WORK TO COMPLETE - The answer must consist of every line from the data that holds "Give".

--- TASK DATA Enclosed Below ---

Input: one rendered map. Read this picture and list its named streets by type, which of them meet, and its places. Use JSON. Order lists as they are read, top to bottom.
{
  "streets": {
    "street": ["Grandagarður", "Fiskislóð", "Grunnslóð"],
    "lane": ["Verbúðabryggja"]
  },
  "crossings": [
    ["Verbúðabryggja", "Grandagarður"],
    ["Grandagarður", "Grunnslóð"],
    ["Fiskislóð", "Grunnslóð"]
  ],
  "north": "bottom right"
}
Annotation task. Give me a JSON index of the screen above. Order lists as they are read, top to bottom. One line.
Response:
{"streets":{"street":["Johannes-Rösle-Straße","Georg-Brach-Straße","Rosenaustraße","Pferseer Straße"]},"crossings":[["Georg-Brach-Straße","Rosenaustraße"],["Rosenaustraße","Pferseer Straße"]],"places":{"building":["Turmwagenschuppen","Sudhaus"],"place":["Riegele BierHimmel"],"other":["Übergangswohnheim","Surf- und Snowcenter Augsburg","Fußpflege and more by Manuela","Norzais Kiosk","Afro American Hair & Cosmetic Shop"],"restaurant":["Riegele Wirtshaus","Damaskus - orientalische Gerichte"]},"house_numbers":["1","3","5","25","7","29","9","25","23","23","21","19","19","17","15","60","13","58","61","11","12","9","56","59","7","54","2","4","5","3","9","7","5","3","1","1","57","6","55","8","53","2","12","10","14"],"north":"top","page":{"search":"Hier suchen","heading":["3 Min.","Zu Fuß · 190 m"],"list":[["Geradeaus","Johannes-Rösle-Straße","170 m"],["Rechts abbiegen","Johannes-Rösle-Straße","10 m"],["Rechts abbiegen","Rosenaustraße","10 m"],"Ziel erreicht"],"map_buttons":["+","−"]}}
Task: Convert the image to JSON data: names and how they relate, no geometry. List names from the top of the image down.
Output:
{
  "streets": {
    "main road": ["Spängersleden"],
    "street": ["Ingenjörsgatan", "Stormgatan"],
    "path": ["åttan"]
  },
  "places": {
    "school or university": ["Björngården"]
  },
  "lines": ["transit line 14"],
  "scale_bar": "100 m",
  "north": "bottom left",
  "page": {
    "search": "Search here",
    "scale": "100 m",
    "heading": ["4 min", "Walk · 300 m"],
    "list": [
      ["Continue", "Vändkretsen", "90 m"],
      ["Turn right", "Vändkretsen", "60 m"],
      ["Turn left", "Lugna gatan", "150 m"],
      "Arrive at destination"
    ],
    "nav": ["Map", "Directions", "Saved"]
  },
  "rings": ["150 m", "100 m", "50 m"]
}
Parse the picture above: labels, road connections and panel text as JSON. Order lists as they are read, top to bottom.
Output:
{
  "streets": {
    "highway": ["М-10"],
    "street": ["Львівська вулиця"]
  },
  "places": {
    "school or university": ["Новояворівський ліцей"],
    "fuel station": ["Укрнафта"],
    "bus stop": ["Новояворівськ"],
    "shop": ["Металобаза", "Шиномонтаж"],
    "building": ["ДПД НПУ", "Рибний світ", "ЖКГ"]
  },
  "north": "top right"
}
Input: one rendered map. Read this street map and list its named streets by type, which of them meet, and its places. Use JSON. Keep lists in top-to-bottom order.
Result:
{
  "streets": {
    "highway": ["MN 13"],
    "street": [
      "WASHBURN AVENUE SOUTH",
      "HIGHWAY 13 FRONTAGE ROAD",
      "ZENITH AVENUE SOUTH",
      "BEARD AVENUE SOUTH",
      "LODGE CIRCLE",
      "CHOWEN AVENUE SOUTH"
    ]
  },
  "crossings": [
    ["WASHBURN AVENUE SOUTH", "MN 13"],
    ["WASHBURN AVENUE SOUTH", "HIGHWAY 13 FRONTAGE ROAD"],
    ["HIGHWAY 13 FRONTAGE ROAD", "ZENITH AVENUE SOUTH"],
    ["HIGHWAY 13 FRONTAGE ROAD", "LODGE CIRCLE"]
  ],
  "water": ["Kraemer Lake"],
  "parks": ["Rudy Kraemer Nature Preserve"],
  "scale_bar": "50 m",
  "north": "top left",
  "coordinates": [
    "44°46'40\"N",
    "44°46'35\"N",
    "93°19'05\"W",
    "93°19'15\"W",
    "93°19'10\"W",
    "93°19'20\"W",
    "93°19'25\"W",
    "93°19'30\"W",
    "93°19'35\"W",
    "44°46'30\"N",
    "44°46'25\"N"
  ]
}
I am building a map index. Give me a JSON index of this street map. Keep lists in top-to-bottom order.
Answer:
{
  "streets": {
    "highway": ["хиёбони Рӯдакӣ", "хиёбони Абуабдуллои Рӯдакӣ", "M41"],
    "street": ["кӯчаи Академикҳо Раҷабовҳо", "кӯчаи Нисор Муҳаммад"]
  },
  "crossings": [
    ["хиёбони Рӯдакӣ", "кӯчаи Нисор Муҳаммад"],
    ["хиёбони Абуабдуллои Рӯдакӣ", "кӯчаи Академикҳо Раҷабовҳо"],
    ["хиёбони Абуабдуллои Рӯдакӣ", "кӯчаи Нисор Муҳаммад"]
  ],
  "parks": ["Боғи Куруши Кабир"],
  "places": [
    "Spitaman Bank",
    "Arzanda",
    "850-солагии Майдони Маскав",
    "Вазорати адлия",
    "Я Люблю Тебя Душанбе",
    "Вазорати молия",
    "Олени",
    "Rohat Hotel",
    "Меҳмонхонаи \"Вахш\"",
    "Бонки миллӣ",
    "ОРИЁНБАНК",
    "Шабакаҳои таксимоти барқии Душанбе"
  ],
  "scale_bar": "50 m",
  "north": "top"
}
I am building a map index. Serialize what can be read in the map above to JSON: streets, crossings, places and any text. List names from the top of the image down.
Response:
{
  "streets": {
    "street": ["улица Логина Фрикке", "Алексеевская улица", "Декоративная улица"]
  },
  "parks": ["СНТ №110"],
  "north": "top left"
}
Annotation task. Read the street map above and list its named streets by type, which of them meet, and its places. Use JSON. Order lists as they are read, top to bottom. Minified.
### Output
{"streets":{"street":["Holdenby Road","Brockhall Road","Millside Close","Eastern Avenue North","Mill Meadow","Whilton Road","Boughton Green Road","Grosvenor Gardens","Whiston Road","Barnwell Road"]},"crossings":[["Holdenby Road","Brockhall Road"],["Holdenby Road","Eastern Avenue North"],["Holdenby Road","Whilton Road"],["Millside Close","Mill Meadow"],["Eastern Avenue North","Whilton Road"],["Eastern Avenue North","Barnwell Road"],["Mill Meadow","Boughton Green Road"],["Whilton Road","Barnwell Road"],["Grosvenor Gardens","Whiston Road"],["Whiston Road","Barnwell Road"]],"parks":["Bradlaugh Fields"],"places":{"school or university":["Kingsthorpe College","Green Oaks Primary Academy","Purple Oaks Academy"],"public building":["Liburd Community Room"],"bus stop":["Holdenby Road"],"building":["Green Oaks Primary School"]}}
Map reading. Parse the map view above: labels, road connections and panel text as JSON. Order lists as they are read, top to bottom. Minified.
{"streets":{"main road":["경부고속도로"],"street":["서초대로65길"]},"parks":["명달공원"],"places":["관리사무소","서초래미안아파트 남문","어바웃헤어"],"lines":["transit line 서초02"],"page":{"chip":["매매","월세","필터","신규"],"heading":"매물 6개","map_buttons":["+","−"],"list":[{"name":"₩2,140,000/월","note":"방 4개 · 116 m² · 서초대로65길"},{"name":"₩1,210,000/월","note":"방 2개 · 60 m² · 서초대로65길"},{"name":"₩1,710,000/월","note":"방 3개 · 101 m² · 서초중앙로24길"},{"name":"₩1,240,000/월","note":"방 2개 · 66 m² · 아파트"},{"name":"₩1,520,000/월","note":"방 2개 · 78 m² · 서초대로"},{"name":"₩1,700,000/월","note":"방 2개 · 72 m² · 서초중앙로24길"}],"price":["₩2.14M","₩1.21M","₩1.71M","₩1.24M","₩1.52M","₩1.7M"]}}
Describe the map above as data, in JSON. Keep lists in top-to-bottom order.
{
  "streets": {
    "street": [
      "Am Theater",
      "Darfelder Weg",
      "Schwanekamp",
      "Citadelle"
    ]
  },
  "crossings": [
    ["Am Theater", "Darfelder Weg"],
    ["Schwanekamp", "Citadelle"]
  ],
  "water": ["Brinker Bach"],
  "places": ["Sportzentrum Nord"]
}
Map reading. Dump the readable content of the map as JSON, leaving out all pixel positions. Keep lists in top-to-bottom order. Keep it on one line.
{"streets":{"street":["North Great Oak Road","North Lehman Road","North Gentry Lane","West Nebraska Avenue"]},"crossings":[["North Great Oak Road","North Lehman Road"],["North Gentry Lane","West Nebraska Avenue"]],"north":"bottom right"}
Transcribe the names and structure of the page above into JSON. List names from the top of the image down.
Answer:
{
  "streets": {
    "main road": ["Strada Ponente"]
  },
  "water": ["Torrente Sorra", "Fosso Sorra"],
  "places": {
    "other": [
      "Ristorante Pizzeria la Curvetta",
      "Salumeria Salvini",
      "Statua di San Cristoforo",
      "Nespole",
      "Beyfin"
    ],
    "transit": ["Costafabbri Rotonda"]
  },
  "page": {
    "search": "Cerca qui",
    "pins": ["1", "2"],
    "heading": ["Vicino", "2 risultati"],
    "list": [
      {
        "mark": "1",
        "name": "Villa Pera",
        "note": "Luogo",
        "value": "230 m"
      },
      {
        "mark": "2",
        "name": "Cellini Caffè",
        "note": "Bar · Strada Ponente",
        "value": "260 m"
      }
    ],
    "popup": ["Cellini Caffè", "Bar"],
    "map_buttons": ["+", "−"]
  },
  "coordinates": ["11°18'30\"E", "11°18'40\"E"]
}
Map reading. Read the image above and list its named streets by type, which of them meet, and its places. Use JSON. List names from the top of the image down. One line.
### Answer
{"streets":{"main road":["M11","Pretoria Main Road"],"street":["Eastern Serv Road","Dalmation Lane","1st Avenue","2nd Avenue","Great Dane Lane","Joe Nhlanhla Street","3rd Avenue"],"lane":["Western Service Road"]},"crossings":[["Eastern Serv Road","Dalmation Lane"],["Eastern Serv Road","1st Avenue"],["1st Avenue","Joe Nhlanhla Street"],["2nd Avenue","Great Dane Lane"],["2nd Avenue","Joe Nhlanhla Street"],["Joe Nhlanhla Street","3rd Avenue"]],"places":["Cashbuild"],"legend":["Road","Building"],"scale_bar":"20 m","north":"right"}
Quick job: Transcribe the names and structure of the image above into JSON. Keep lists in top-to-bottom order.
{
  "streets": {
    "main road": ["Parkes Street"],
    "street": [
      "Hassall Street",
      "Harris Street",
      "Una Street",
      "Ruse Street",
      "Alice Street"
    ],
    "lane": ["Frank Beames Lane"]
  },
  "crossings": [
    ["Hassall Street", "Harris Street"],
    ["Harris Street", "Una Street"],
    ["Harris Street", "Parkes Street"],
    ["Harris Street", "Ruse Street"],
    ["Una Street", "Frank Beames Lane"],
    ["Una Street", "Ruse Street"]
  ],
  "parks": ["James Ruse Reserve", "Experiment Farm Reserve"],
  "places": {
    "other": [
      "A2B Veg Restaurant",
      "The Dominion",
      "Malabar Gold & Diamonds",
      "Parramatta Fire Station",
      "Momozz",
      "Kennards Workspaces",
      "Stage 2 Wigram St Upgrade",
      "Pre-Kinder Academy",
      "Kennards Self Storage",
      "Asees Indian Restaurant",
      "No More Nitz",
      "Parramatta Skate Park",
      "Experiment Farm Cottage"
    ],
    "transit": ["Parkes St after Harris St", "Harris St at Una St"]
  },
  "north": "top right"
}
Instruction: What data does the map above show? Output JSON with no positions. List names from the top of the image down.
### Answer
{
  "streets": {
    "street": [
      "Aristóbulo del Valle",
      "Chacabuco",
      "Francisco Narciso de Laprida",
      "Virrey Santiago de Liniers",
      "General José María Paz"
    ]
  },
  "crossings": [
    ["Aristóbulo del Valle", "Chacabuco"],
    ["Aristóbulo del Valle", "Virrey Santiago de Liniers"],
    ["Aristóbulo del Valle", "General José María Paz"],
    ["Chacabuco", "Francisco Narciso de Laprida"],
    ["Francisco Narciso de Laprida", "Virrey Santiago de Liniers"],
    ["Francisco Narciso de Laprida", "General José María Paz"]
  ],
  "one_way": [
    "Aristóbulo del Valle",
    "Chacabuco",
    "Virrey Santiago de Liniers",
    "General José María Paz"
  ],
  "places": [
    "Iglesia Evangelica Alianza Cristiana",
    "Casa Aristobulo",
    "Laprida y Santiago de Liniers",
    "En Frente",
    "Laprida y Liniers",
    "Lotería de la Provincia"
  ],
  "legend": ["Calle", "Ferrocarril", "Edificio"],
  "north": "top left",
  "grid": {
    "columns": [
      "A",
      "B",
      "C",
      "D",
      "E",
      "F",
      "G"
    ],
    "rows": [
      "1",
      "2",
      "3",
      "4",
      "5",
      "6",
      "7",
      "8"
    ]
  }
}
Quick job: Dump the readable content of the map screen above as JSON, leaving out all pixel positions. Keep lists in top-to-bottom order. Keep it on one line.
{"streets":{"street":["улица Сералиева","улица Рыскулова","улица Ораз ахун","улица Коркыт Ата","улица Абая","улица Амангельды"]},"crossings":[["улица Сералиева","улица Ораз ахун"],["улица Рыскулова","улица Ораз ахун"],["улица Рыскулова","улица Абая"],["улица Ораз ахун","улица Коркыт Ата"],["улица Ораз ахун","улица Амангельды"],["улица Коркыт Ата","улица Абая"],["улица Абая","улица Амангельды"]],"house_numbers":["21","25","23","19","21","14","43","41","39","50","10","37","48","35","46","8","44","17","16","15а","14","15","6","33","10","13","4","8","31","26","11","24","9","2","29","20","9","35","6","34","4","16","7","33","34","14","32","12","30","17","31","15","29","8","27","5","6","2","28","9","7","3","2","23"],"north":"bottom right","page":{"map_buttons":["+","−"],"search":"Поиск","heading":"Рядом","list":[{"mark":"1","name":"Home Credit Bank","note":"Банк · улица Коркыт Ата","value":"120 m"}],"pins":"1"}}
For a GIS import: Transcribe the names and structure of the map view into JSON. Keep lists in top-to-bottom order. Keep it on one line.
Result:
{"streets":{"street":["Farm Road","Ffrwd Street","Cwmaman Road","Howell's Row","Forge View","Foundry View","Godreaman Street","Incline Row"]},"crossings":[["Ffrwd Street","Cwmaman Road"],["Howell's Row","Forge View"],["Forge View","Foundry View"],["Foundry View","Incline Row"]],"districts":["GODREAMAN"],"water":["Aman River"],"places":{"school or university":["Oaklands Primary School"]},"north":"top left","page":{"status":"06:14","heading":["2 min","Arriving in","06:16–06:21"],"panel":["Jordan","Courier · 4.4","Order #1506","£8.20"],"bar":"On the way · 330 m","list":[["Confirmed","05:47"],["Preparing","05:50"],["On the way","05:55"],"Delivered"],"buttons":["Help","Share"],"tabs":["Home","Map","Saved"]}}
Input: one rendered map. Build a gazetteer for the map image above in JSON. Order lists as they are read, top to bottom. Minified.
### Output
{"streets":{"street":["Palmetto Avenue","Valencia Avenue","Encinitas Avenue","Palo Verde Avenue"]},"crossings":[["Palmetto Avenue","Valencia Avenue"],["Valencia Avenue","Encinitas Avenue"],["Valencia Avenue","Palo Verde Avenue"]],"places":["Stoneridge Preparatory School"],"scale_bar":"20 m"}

--- End of Enclosed TASK DATA ---

RESULT -
Annotation task. Give me a JSON index of the screen above. Order lists as they are read, top to bottom. One line.
I am building a map index. Give me a JSON index of this street map. Keep lists in top-to-bottom order.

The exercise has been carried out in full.